Start with the headline numbers. World merchandise trade volumes expanded by 4.6 percent in 2025, the WTO's March 2026 outlook confirms. That was well above the organization's own forecast from a year earlier, and the quarterly data are consistent with the upgrade: in its Q3 2025 statistics release, the WTO reported that the US dollar value of merchandise trade reached an all-time high, with dollar-value growth of 7.5 percent year-on-year in Q3 2025 and volume growth of 3.6 percent year-on-year.

Underneath that headline, the composition change is where the story lives. The WTO's October 2025 update tracks roughly 100 AI-related product lines — a basket that runs from graphics processors and advanced memory to networking switches, servers, optical transceivers, and semiconductor manufacturing equipment. Trade in that basket reached USD 1.92 trillion in the first half of 2025 alone, up from USD 1.61 trillion in the first half of 2024. Extended to a full-year view and widened slightly, the March 2026 WTO outlook puts the 2025 total value of AI-enabling goods trade well above levels that, as recently as the WTO's World Trade Report 2025, were summarized as "USD 2.3 trillion in 2023."

The scale matters because it forces a reinterpretation of every aggregate. A global trade forecast that treats AI-enabling goods as a rounding error will miss both the upside and the concentration risk. The WTO's current baseline for 2026 merchandise trade growth is 1.9 percent, with a 2027 pickup to 2.6 percent. Strip out AI-linked hardware, and the non-AI trade baseline almost certainly implies something closer to a stall.

Data Centers as a Trade Policy

The AI-goods surge is not a technology story that happens to show up in trade statistics. It is a consequence of one specific capital expenditure decision, replicated at scale across a small set of US-headquartered hyperscalers.

The Federal Reserve's FEDS Note puts the direct figure bluntly: "U.S. data-center spending alone is expected to exceed half a trillion dollars in 2025." That capex has to land somewhere in physical form — racks, accelerators, high-bandwidth memory, power-delivery components, cooling infrastructure, networking gear. Roughly none of it is manufactured entirely inside the United States. The result, the Fed notes, is that "AI-related trade" — using its narrower product definition — reached more than USD 272 billion in the first half of 2025, a 65 percent increase over the first half of 2024.

The Fed's measurement methodology differs from the WTO's — it uses a tighter product list focused on imports directly tied to US data-center deployment, which is why its share of total merchandise trade runs closer to two percent compared with the WTO's nearly 17 percent. The two frames are complementary, not contradictory. The Fed is measuring the narrow corridor through which hyperscaler dollars become international shipments. The WTO is measuring the full set of goods whose demand curve has been bent by AI.

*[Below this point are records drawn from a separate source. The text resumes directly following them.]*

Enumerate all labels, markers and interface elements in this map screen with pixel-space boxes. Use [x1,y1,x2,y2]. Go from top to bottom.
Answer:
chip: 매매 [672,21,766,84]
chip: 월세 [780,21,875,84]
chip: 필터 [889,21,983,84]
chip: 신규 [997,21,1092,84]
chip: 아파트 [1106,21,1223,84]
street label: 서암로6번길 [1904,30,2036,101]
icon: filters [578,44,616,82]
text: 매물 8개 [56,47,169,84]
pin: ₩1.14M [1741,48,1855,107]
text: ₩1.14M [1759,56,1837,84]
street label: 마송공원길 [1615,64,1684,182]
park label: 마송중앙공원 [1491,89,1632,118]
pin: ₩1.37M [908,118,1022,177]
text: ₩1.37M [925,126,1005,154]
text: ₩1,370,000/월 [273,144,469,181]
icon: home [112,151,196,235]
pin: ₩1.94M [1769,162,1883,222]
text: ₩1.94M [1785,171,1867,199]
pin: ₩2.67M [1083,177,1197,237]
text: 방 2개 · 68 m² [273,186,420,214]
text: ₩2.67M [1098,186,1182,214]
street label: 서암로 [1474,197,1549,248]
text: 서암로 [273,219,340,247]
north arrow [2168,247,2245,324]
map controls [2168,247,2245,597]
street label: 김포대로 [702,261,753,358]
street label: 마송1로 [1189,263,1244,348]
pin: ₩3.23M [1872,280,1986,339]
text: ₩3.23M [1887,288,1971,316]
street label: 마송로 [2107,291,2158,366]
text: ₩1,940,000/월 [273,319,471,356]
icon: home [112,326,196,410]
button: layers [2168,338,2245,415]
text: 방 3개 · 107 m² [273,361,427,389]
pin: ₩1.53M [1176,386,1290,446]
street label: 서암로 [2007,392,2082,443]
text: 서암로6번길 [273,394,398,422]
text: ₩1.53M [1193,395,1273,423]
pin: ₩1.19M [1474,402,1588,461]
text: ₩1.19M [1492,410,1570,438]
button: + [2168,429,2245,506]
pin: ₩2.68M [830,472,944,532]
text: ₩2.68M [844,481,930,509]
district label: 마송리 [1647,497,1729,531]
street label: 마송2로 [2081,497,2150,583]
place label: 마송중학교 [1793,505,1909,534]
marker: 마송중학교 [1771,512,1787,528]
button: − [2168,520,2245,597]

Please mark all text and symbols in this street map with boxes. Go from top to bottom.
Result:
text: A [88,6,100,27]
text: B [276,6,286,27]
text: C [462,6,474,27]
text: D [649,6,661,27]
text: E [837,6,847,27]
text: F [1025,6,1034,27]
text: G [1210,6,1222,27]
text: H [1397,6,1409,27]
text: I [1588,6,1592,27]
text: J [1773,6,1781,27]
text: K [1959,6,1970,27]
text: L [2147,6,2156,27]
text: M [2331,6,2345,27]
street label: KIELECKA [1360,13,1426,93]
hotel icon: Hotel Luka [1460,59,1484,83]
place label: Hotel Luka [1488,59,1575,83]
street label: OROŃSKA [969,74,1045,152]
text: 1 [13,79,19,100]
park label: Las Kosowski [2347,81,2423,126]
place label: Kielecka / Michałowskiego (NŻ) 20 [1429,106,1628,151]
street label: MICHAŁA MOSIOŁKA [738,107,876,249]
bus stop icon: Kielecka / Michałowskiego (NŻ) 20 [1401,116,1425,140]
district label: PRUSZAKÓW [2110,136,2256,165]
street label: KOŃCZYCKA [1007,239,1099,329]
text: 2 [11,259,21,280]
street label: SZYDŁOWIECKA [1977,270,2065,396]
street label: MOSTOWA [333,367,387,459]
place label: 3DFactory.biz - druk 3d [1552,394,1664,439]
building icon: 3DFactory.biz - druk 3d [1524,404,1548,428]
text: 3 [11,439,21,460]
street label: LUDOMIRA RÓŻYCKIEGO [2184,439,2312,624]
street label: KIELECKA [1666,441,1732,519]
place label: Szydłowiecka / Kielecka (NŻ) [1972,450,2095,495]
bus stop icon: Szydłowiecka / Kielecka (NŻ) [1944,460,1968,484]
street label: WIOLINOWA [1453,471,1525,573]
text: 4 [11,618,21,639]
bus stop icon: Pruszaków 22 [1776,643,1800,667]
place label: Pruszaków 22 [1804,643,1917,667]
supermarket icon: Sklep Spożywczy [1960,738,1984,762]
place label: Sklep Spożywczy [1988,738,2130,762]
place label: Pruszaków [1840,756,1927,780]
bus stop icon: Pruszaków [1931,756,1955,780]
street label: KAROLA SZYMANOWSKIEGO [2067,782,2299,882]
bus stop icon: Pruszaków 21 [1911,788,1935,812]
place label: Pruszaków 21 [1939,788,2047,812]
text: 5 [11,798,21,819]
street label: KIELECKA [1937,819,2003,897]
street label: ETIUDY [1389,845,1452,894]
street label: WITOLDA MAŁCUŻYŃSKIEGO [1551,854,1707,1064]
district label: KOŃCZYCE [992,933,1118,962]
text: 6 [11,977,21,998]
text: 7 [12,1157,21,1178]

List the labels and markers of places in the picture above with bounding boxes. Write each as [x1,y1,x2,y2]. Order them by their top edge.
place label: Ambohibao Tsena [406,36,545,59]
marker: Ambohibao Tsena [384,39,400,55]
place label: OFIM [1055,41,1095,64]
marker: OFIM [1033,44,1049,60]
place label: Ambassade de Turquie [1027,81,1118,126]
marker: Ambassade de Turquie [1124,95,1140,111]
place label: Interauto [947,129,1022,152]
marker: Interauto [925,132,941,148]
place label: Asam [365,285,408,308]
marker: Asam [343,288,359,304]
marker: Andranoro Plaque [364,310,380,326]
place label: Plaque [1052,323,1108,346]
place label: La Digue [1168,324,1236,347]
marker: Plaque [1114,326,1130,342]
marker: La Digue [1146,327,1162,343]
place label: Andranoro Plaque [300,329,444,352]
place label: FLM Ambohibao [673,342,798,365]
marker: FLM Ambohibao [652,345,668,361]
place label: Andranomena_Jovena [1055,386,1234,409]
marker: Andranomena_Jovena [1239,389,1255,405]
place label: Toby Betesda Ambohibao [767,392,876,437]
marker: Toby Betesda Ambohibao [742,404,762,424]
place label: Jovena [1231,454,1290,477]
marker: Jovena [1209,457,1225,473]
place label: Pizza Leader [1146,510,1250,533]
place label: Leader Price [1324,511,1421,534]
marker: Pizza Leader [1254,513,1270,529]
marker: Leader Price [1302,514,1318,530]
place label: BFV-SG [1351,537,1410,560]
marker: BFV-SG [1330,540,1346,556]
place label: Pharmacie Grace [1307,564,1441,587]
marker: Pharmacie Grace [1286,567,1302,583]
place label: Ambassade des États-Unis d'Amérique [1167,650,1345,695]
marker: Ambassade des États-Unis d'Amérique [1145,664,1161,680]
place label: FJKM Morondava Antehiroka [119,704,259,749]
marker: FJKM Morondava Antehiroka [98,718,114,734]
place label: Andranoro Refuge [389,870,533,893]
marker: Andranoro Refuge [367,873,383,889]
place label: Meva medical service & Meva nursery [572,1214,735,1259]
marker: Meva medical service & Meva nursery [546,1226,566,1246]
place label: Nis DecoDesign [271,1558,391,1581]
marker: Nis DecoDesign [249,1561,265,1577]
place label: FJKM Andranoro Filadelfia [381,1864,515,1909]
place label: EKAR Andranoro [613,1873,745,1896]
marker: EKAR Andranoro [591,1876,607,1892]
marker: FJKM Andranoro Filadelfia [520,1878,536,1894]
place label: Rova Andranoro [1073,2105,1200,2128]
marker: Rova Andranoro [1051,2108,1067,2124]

In practice, that corridor passes through a very short list of economies. The Fed's note describes the United States and China as having driven a sweeping expansion in AI-related computing capacity in 2024, with the US accelerating further through mid-2025. Beyond the two end-markets, the pass-through of US data-center capex into export revenue has landed heavily on Taiwan, South Korea, Vietnam, and Mexico — a finding that an Oxford Economics briefing describes as significant international spillovers transmitted through electronics imports, with the largest effects observed in China, Taiwan, South Korea, Vietnam, and Mexico.

The Asia Concentration

If AI goods are the engine, Asia is the piston. The WTO's March 2026 outlook reports that Asia contributed 71 percent of total merchandise trade growth in 2025 and accounts for 62 percent of all AI-enabling trade. The Q3 2025 statistics release shows Asian export volumes running 9.5 percent ahead year-to-date through September 2025 — several multiples of the growth rates recorded in any other region.

The concentration runs deeper than the regional aggregate suggests. TSMC in Taiwan and SK hynix and Samsung in South Korea sit at the apex of the advanced-logic and high-bandwidth-memory supply chains respectively. Vietnam and Mexico are increasingly the assembly and final-pack nodes where US-destined systems are integrated. Chinese factories still supply an enormous share of standard components — power subsystems, cabling, lower-memory tiers, basic electronics — even as the advanced-logic trade with the United States has been explicitly curtailed.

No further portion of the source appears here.